When we bundled Gabriella and took her to a department store, she would sometimes contort herself in the stroller, turning to the right and arching her head back until her eyes faced behind her.
People would stop before the carriage, and invariably they would ask, “How old is she?” Sometimes our daughter would stop twisting and smile; at other times she would keep complaining. We knew they were trying not to be intrusive, but the question still felt like a less obvious way of asking, “Is there something wrong with her?”
We would mumble “Six months” or “Eight months” or “A year.” Sometimes we felt obligated to add “She has some delays,” even if we hadn’t yet conquered the shame that accompanied that phrase.
Lisa and I often discussed it afterward. She thought they were trying to find something to say, to be kind. She compared it to “How many months?” when she was pregnant.

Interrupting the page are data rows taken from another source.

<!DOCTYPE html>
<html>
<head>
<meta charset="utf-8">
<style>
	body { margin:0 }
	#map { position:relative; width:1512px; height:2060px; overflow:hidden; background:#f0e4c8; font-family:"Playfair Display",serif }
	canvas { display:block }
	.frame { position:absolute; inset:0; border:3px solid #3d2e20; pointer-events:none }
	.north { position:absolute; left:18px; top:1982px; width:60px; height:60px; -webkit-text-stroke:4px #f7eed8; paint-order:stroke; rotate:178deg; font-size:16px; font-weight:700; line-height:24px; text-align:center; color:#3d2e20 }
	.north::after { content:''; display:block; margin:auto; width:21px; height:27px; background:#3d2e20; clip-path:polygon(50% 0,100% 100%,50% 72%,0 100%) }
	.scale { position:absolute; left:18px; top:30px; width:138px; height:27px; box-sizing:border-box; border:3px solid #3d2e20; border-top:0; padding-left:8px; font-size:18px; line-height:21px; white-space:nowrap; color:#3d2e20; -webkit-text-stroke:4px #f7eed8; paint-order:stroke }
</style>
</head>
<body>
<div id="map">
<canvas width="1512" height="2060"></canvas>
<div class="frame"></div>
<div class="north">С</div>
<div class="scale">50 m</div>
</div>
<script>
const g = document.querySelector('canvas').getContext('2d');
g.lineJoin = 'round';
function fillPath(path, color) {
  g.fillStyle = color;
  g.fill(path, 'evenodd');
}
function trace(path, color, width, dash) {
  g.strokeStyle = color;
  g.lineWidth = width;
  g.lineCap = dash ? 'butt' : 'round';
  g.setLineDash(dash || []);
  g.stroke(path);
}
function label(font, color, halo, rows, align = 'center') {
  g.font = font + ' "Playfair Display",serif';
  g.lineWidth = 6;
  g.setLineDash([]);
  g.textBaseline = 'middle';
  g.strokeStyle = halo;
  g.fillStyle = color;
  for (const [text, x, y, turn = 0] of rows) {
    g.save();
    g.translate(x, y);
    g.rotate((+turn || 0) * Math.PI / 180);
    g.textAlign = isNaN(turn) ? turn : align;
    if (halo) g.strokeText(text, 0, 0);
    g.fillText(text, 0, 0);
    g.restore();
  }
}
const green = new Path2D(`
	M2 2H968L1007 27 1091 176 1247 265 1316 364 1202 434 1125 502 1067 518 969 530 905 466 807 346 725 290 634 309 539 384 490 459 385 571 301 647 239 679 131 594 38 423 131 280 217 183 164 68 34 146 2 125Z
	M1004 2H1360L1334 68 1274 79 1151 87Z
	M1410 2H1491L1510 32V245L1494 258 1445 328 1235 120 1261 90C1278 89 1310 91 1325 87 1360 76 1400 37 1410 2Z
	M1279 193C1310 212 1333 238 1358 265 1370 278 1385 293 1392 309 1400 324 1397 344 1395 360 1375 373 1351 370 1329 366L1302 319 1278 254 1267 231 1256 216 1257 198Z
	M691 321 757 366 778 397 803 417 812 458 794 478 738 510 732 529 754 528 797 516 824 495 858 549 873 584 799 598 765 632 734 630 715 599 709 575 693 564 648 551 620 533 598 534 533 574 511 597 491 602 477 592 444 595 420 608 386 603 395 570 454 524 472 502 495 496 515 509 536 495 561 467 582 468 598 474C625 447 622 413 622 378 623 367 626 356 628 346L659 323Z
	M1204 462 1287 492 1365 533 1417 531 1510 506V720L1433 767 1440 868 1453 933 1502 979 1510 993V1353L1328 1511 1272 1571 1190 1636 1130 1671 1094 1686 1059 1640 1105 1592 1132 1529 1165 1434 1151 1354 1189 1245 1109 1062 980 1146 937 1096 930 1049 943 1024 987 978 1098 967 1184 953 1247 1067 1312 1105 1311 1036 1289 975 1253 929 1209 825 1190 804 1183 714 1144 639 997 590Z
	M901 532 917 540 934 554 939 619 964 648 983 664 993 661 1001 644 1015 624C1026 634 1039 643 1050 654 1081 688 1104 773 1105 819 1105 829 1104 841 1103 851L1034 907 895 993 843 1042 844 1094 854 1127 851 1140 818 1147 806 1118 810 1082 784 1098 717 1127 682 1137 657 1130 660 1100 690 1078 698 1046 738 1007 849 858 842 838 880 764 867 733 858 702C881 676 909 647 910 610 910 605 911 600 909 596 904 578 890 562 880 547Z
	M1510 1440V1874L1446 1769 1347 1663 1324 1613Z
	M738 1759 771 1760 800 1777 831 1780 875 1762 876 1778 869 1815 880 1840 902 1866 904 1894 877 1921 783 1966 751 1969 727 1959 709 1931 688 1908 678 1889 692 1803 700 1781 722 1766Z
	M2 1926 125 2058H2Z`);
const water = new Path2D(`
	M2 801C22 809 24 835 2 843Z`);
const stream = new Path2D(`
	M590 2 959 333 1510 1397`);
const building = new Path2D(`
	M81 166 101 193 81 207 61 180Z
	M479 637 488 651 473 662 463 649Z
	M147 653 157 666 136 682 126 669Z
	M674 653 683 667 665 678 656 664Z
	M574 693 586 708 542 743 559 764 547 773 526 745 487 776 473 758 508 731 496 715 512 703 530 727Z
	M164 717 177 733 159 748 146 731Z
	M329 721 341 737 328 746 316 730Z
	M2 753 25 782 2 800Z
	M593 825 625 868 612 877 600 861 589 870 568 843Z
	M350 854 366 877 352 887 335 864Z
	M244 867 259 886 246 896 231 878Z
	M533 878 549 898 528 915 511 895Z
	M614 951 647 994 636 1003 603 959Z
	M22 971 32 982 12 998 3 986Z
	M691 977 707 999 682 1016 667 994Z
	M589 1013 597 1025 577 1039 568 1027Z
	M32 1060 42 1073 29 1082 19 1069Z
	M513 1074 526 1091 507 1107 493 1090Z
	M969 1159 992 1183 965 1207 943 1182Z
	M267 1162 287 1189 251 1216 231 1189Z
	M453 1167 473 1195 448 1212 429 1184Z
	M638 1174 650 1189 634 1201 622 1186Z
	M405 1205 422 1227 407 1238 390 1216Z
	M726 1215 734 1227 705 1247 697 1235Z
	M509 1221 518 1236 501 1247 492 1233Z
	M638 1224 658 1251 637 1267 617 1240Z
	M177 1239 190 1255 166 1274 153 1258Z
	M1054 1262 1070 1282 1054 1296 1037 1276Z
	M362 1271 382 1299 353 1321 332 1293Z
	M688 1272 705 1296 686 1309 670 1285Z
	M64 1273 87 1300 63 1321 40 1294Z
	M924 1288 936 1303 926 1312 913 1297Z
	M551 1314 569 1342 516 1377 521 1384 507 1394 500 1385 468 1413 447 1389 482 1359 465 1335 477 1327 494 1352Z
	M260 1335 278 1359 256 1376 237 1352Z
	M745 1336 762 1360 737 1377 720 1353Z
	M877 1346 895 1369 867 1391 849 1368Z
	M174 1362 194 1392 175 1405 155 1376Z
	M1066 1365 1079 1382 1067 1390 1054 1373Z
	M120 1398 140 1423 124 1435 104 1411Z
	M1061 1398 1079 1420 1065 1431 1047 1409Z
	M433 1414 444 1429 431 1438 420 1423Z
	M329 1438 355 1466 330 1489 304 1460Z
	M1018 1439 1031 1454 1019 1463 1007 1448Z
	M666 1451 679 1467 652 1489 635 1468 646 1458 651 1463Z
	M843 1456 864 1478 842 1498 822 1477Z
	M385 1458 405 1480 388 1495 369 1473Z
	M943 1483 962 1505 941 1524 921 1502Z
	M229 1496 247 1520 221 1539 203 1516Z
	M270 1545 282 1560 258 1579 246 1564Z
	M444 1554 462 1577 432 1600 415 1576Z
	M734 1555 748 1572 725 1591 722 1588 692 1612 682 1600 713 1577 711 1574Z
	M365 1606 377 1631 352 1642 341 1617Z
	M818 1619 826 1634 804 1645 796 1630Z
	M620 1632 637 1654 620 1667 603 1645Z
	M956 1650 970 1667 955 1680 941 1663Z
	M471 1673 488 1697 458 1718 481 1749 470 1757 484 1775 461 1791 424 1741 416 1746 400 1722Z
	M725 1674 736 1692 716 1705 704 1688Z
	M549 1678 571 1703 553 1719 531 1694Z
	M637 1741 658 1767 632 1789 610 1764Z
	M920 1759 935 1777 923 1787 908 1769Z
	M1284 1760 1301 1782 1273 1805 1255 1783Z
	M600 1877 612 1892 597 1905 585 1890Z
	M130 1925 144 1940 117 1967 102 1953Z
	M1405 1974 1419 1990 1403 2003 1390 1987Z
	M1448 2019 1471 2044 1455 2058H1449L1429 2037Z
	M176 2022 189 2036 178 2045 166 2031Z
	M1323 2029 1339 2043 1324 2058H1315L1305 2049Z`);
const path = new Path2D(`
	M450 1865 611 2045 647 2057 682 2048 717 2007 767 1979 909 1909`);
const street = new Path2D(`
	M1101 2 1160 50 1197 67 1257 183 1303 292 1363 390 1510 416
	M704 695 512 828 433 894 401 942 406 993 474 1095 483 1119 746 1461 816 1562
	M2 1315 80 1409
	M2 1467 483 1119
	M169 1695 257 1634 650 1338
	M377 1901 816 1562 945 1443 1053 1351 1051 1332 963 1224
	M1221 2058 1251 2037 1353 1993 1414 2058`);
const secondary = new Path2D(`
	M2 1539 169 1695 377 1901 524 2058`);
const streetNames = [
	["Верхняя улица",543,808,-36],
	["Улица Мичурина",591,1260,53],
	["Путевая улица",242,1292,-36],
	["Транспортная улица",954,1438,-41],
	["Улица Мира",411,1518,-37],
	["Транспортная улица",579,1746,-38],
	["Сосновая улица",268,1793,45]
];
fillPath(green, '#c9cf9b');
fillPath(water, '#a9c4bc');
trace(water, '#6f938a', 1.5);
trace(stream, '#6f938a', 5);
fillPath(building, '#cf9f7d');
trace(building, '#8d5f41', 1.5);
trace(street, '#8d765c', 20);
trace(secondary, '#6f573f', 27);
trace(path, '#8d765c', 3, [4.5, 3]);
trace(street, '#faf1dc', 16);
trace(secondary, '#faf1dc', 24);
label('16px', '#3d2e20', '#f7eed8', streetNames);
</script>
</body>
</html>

In most if not all cases, I believe the questions are well-meant. And I do think approaching us is far better than standing off and staring. Gabriella loves attention, and we love to find ways to include her. So what’s the best way for such an approach? (I will add that, while these thoughts reflect some perspectives of others, they are ultimately my own opinions.)
I’ll share some thoughts on what to do (and then some don’ts).
First, observe. If Gabriella is expressing discomfort or impatience, we’re more sensitive as well and it’s not the ideal time to come over. It’s better to wait until she seems happy or calm.
Second, approach in a respectful way. Smile. Say “Hi.” Ask her name and introduce yourself to her as well. (This is important. A lot of times people come and talk about Gabriella rather than to her.)
Third, ask a question that could apply to any child, not just one with disabilities. Would you tell me about Gabriella? How is Gabriella’s day going? What’s Gabriella’s story?
Finally, there are often opportunities to do something nice. Holding a door for a parent with a child in a wheelchair is especially appreciated.
Now a few things not to do.
First, please don’t stare. I hear stories about people who can’t tear their eyes away to the point that they trip over a curb or walk into a door.
Second, don’t touch her wheelchair. Many people with chairs view them as an extension of their body.
Also, it’s better not to try to diagnose her with questions like “Does she have CP?” (See above for some preferable things to ask.)
Finally, please don’t try to solve our problems before getting to know us and her and the specifics of her situation. It’s not helpful to suggest that she should sit up straighter, or to recommend ways to better adapt her chair when we’ve been taking her to wheelchair clinics and meeting with experts for years.
A caveat: children will walk up and ask direct questions like “What’s wrong with her?” That’s okay. If your kid does that, please don’t whisk him or her away and apologize. Instead, role-model by introducing yourself to our child and asking one of the questions above. We’ll all feel less embarrassed and more prepared for the next encounter.
Most importantly, don’t shy away. When an approach goes well, it can brighten both our day and yours.
What about you? Have you been on either side of a good approach, or one that didn’t go so well? Can you suggest other do’s or don’ts?